Stored data:
※ ※ ※

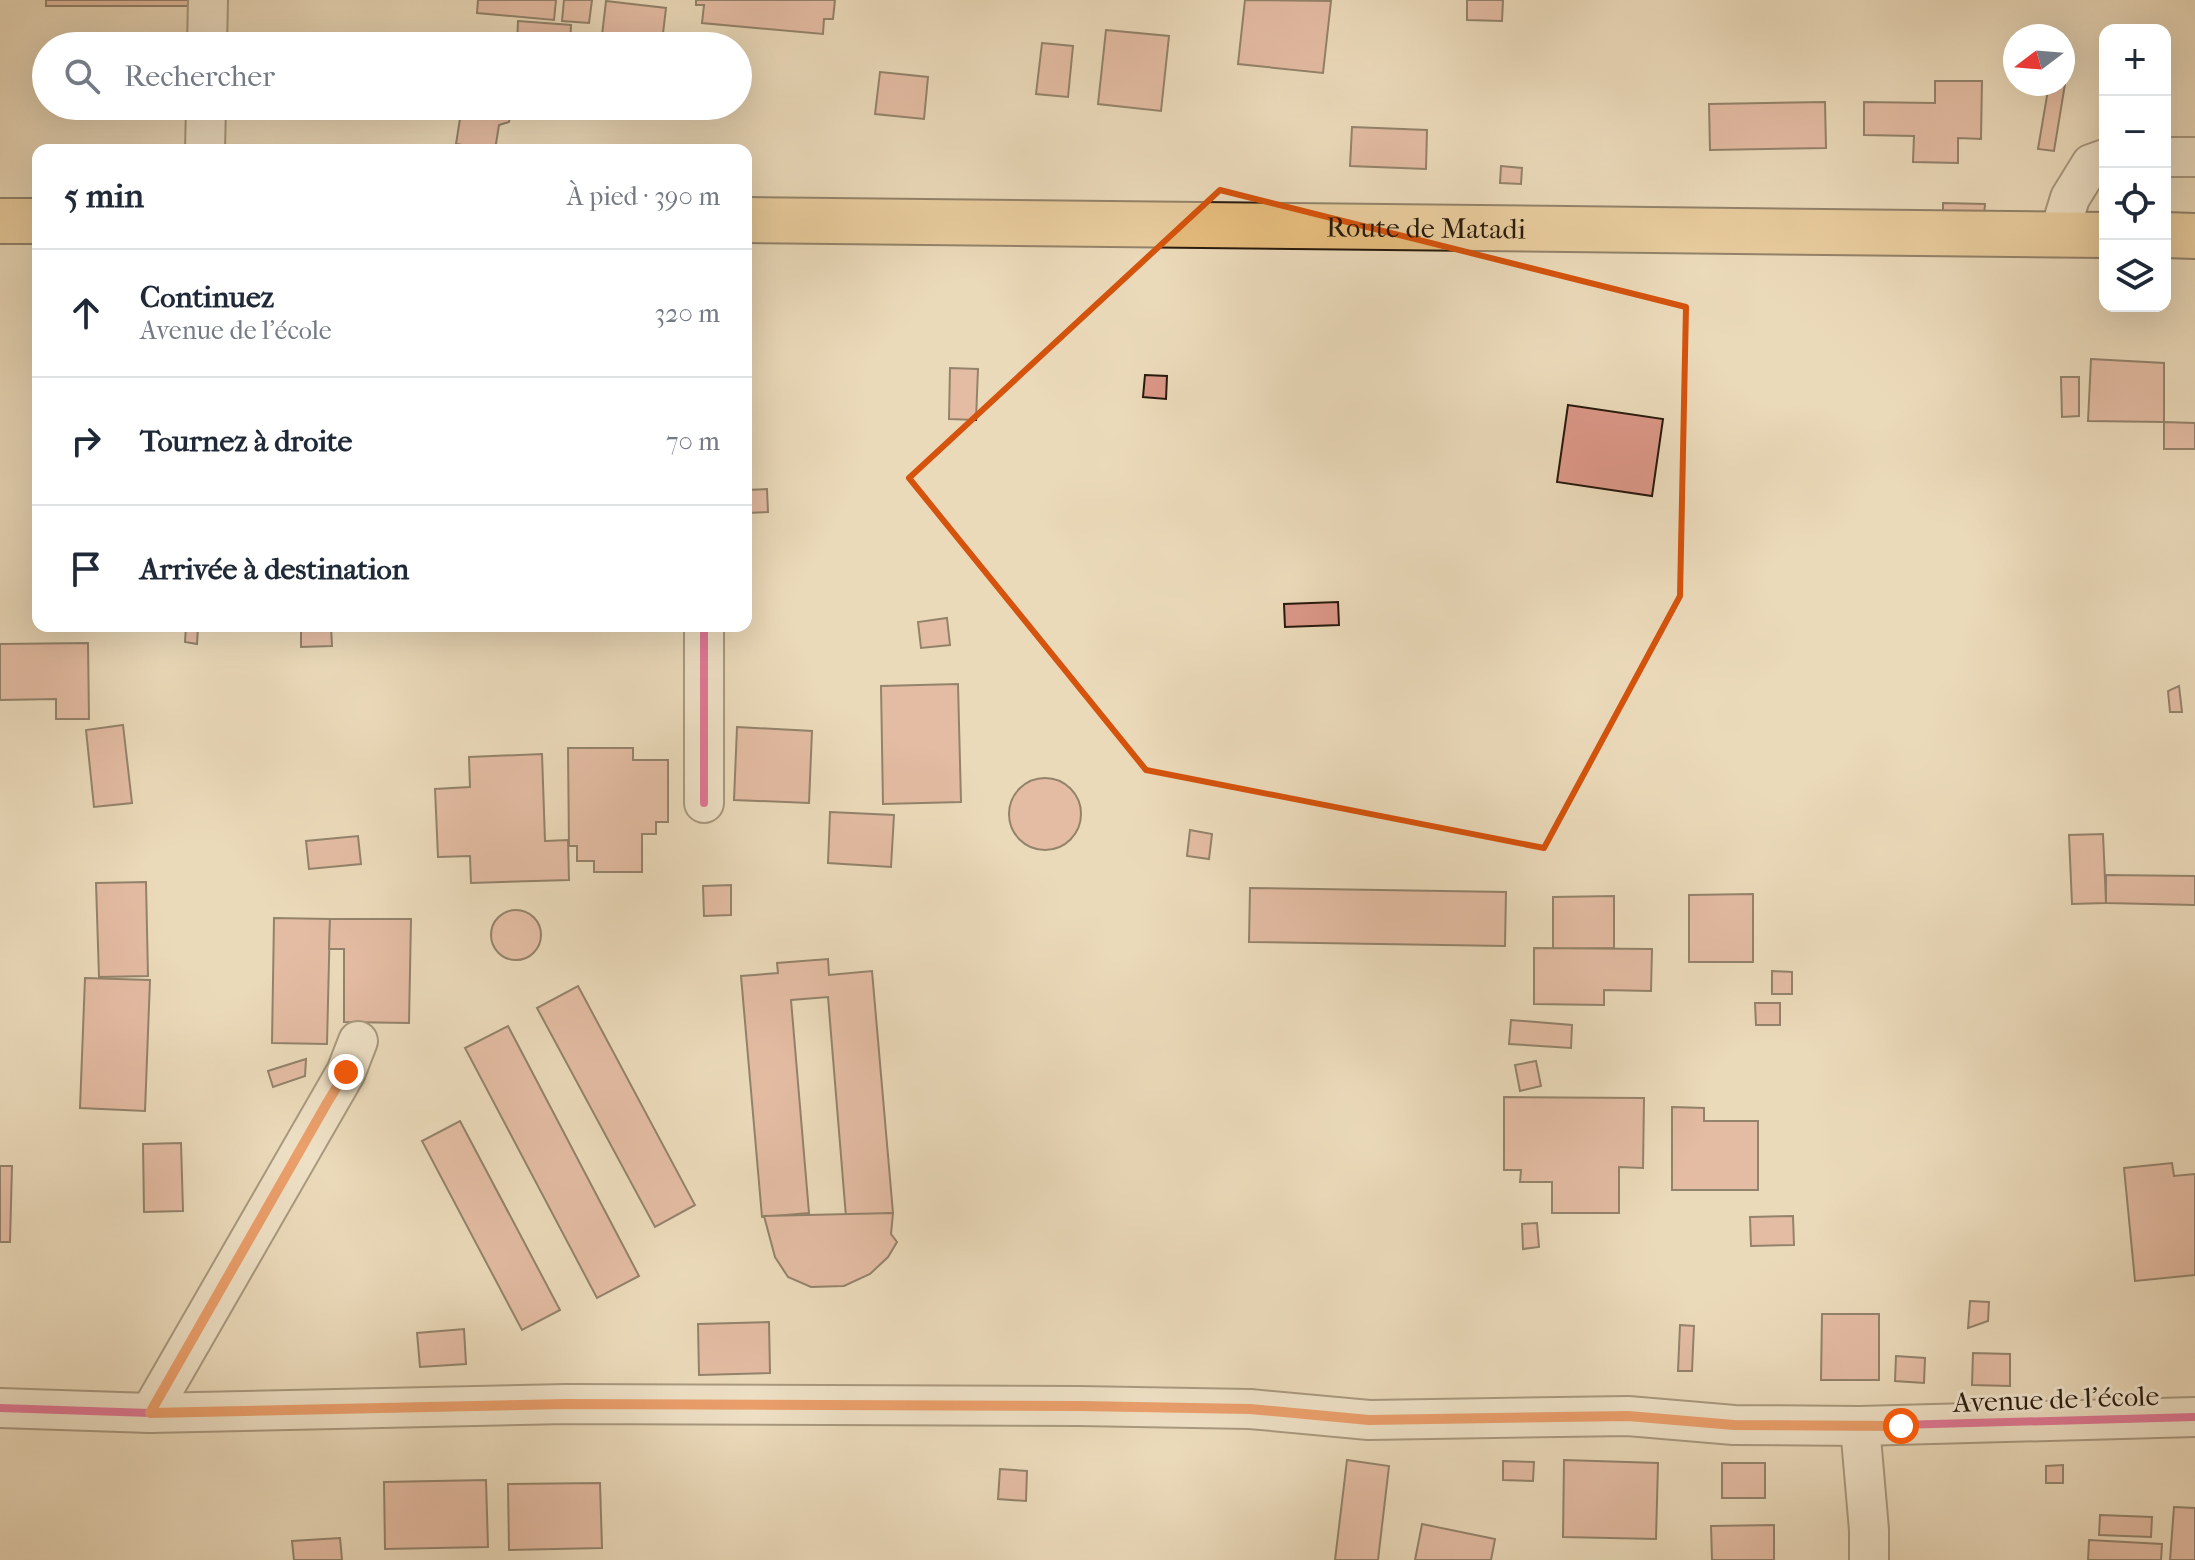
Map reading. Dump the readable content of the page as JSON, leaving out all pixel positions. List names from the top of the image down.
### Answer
{
  "streets": {
    "highway": ["Route de Matadi"],
    "street": ["Avenue de l'école"]
  },
  "north": "left",
  "page": {
    "map_buttons": ["+", "−"],
    "search": "Rechercher",
    "heading": ["5 min", "À pied · 390 m"],
    "list": [
      ["Continuez", "Avenue de l'école", "320 m"],
      ["Tournez à droite", "70 m"],
      "Arrivée à destination"
    ]
  }
}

※ ※ ※

Work item » Your task is to set down each line above verbatim while excluding the pictures.

Answer for this exercise »
Map reading. Dump the readable content of the page as JSON, leaving out all pixel positions. List names from the top of the image down.
### Answer
{
  "streets": {
    "highway": ["Route de Matadi"],
    "street": ["Avenue de l'école"]
  },
  "north": "left",
  "page": {
    "map_buttons": ["+", "−"],
    "search": "Rechercher",
    "heading": ["5 min", "À pied · 390 m"],
    "list": [
      ["Continuez", "Avenue de l'école", "320 m"],
      ["Tournez à droite", "70 m"],
      "Arrivée à destination"
    ]
  }
}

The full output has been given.